EDUCATION DEPARTMENT NEWS RELEASE
Dr. Ken James, commissioner of the Arkansas Department of Education, and Dr. Linda Beene, director of the Arkansas Department of Higher Education, today announced the results of a recent survey of Arkansas college professors who teach freshman-level courses concerning the preparedness of high school graduates for post-secondary school. The survey was conducted jointly with the Arkansas Department of Higher Education.
Eighty-two percent of respondents said that high school graduates are “somewhat prepared” or “not very prepared” for college, which mirrors similar surveys on the national level. Only about 40 percent of professors say they are “somewhat satisfied” with the job Arkansas public high schools are doing in preparing students for college. Almost half are not satisfied with the job being done.
However, at the same time, the majority of professors consider the level of admissions not to be very competitive within their colleges. About 28 percent expressed concerns that the level of admission standards is not very competitive at their college or university, and 54 percent said admission standards are not competitive at all.
College professors “graded” the overall academic quality of public high schools in preparing students for college with mostly Ds (50 percent) and Cs (39 percent). One
in 10 gave the overall academic quality an F.
About 66 percent of respondents believe that remedial or development courses are needed by more than half of the freshmen they teach. The areas they feel need improvement include: math, critical thinking, English, study habits, discipline, work ethic, independent thinking, literacy, communication and report writing.
“I am not surprised by the survey findings,” James said. “This survey validates the results of research our department conducted with local business leaders earlier this year, which found that high school graduates are not prepared to enter the workforce. Plus, these results are very similar to national surveys focusing on the same subject.

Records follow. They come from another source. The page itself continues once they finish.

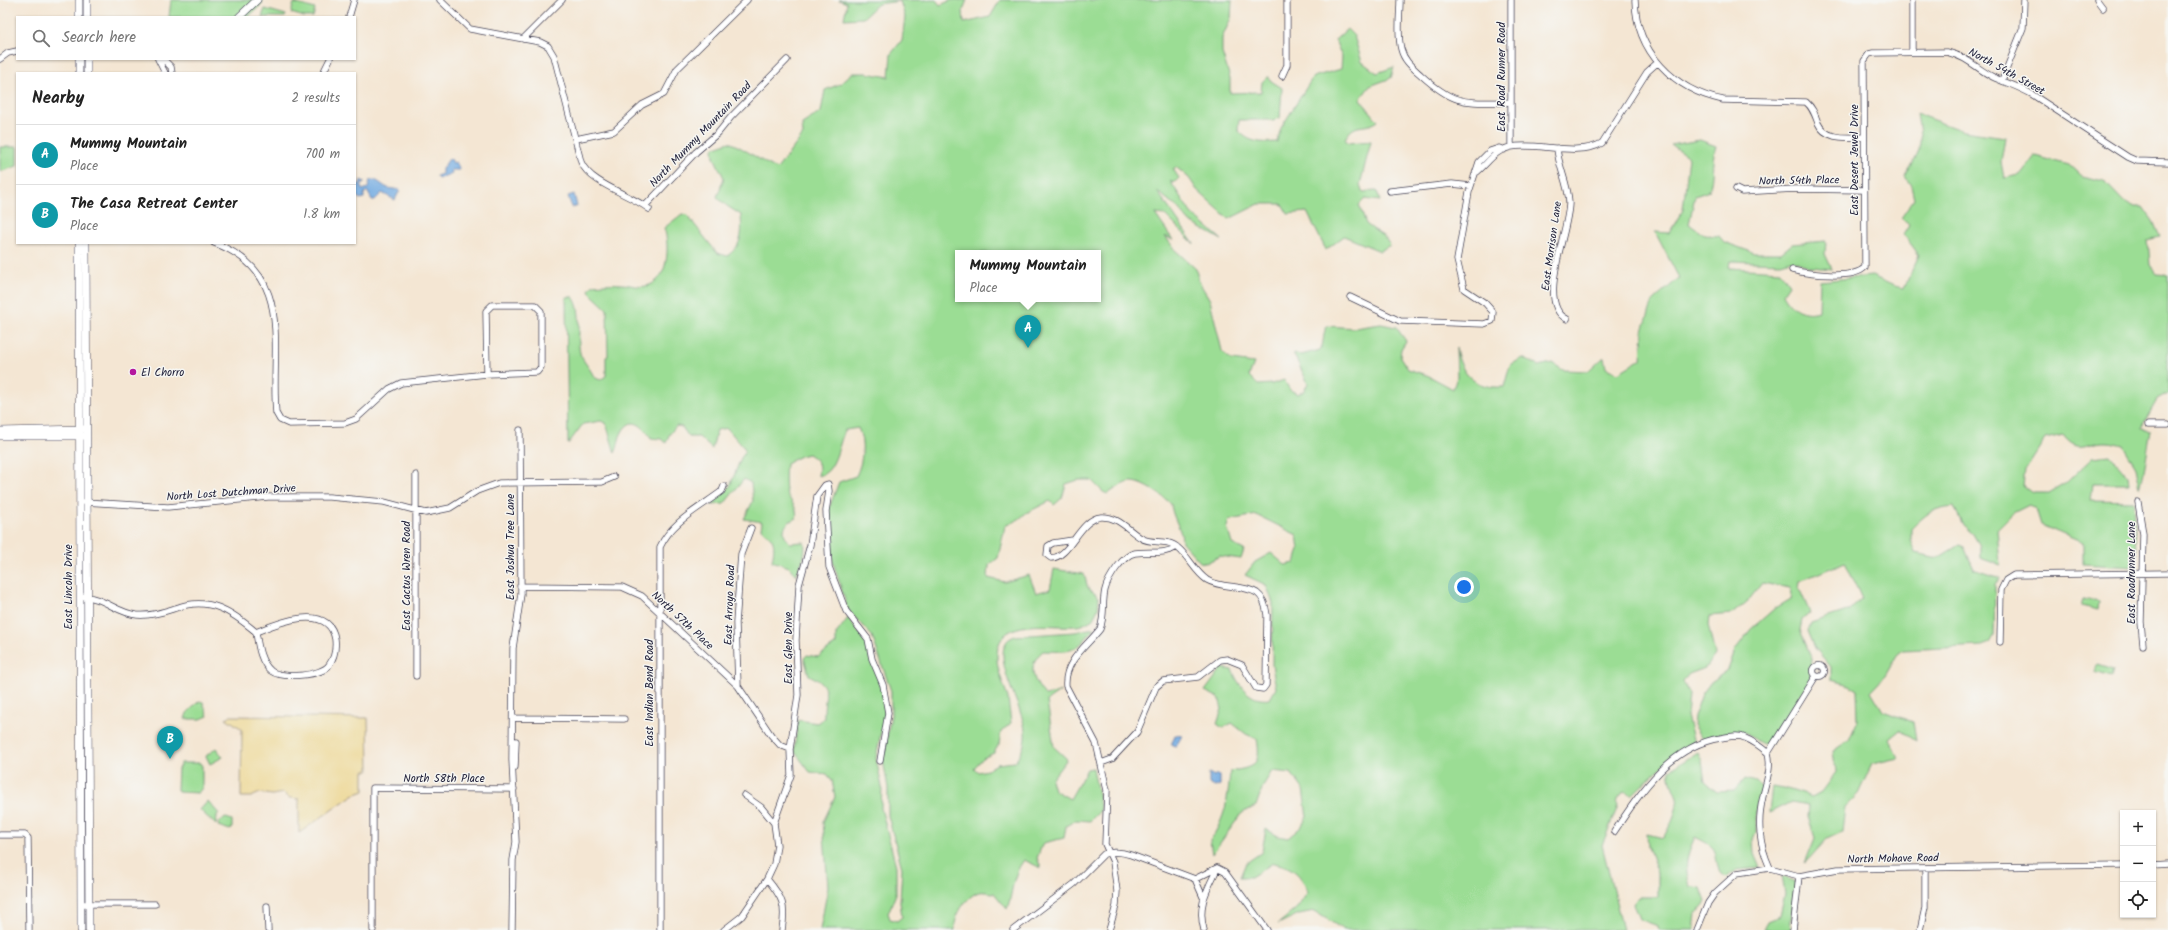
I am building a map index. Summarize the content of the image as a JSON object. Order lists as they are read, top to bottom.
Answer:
{
  "streets": {
    "main road": ["East Lincoln Drive"],
    "street": [
      "North 54th Street",
      "East Road Runner Road",
      "North Mummy Mountain Road",
      "East Desert Jewel Drive",
      "North 54th Place",
      "East Morrison Lane",
      "North Lost Dutchman Drive",
      "East Joshua Tree Lane",
      "East Roadrunner Lane",
      "East Cactus Wren Road",
      "East Arroyo Road",
      "North 57th Place",
      "East Glen Drive",
      "East Indian Bend Road",
      "North 58th Place",
      "North Mohave Road"
    ]
  },
  "crossings": [
    ["North 54th Street", "East Desert Jewel Drive"],
    ["East Desert Jewel Drive", "North 54th Place"],
    ["North Lost Dutchman Drive", "East Joshua Tree Lane"],
    ["North Lost Dutchman Drive", "East Cactus Wren Road"],
    ["North Lost Dutchman Drive", "East Lincoln Drive"],
    ["East Joshua Tree Lane", "North 57th Place"],
    ["East Joshua Tree Lane", "North 58th Place"],
    ["East Arroyo Road", "North 57th Place"],
    ["North 57th Place", "East Glen Drive"],
    ["North 57th Place", "East Indian Bend Road"]
  ],
  "places": ["El Chorro"],
  "page": {
    "search": "Search here",
    "heading": ["Nearby", "2 results"],
    "list": [
      {
        "mark": "A",
        "name": "Mummy Mountain",
        "note": "Place",
        "value": "700 m"
      },
      {
        "mark": "B",
        "name": "The Casa Retreat Center",
        "note": "Place",
        "value": "1.8 km"
      }
    ],
    "popup": ["Mummy Mountain", "Place"],
    "pins": ["A", "B"],
    "map_buttons": ["+", "−"]
  }
}
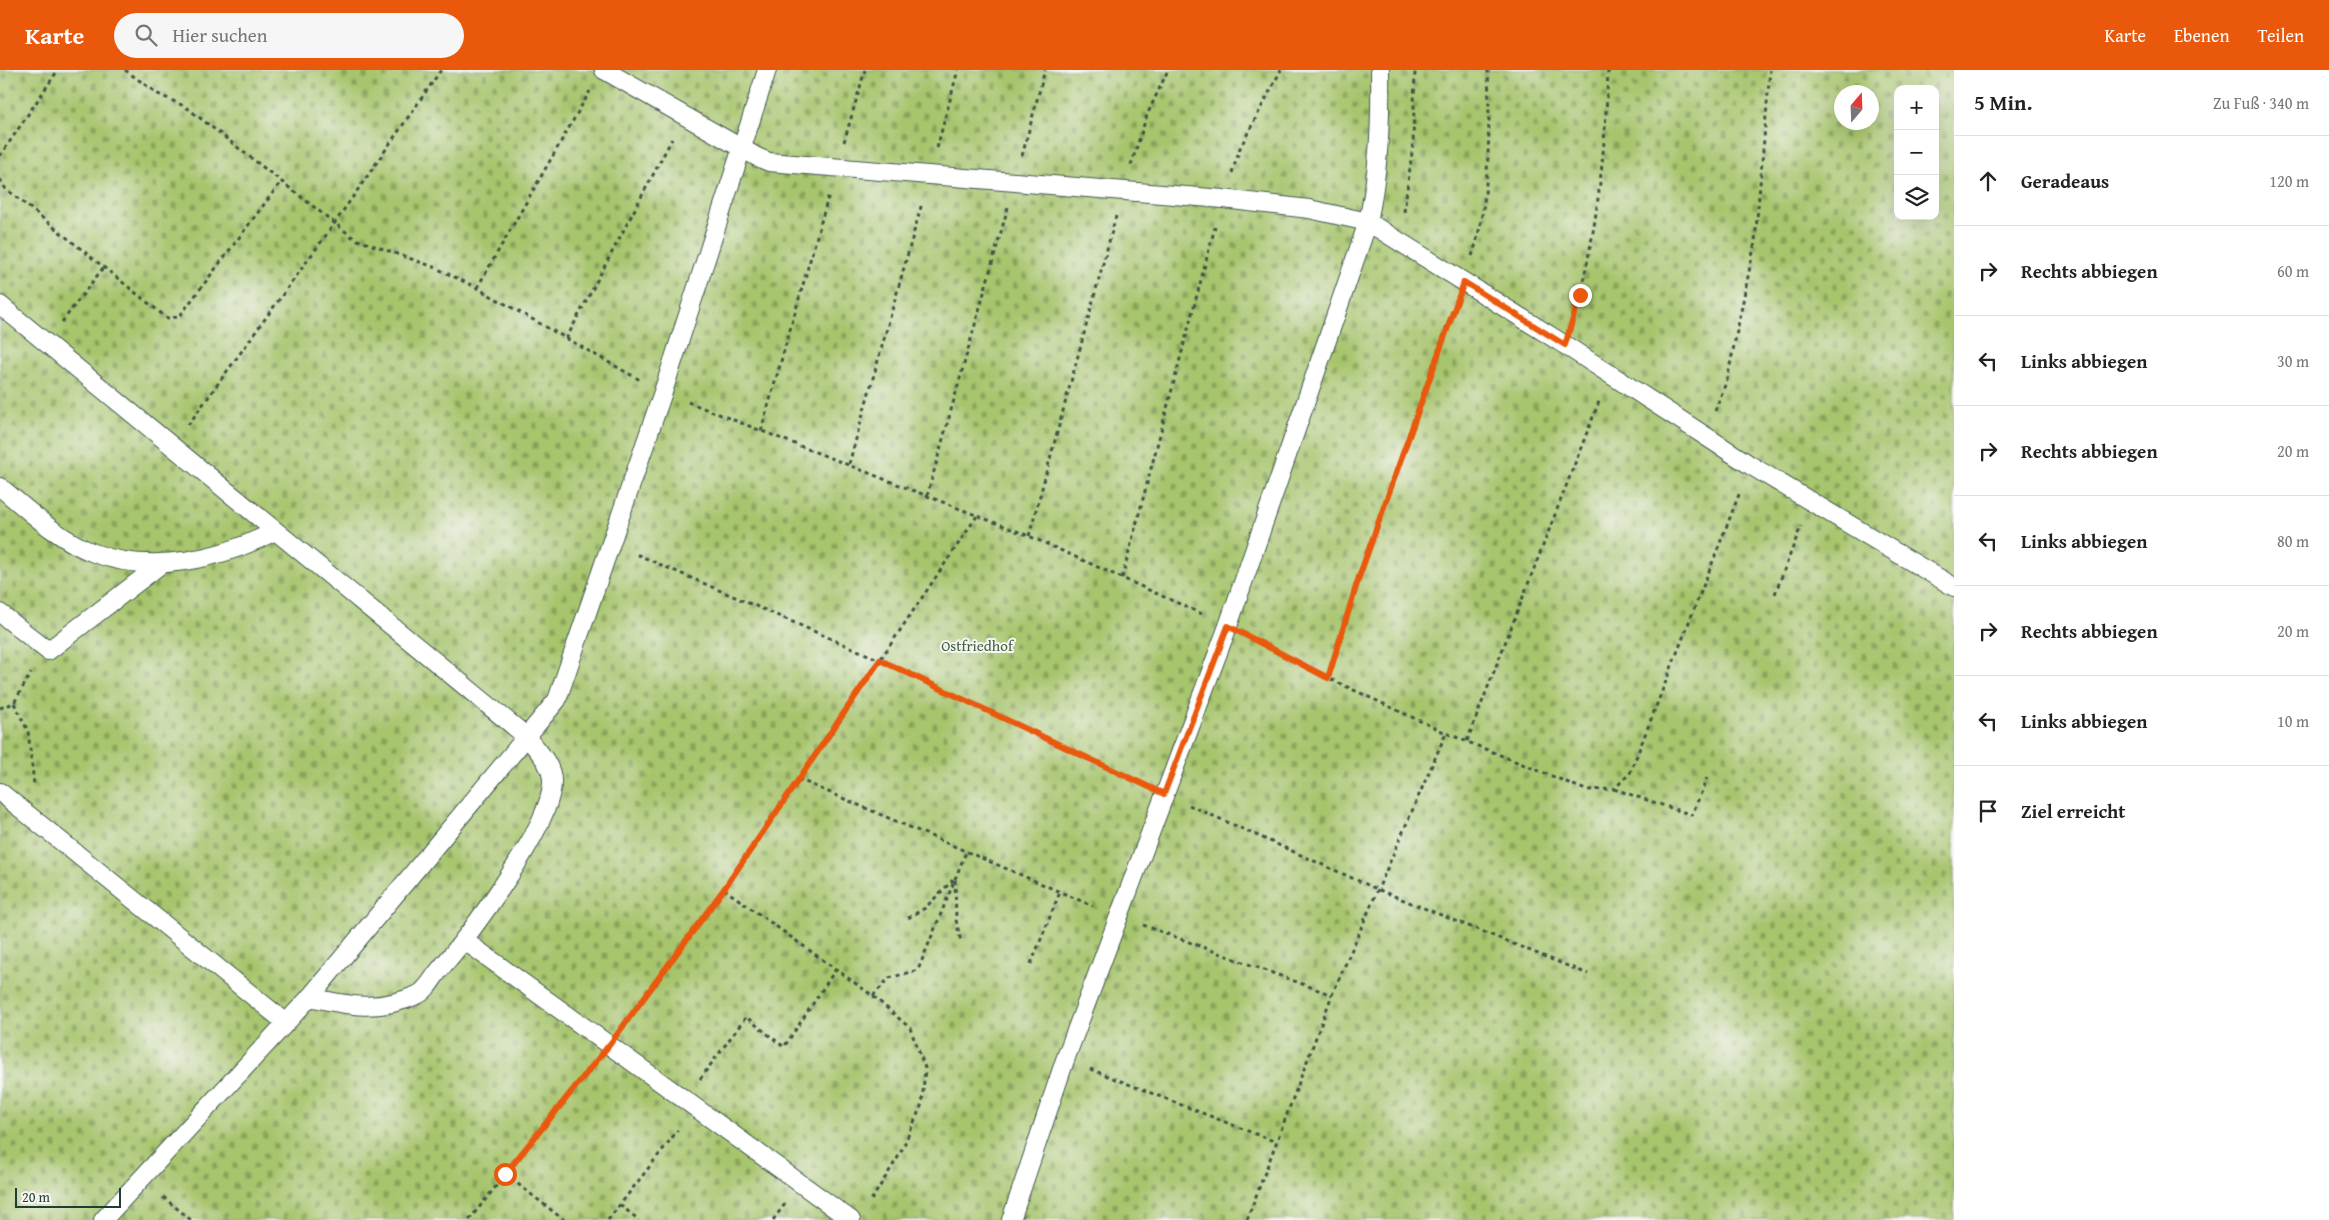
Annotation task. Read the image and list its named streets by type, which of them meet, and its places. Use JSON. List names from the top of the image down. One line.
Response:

“We know that high school students need the same skills whether they plan to go to college after graduation or enter the workforce. And we know that students are lacking both hard and soft skills. That’s why we are working to redesign high schools so all students are prepared for success following graduation.”
Hard skills include academics, such as writing, math, science, computer skills and reading comprehension. Soft skills refer to social skills, such as leadership qualities, the ability to work in a group, work ethic, attendance and personal presentation.
James said the Arkansas Department of Education is working to:
• Increase high school graduates’ readiness for college and workforce.
• Decrease college students’ remediation rates.
• Increase retention and timely graduation at colleges and universities.
• Decrease high school intervention.
“We must and can do better,” he said. “The best-educated kids in the United States and Arkansas are the best-educated kids in the world. However, we have large
groups of kids who, because of where they live or how much money their family has,are not enrolled in the same rigorous classes or facing the same high expectations from their teachers. This must change.”
The survey was an online one in which professors from 33 Arkansas colleges and universities, both two-year and four-year institutions, were invited to participate. The study respondents were anonymous and not identified individually or by the name of the institution where they teach.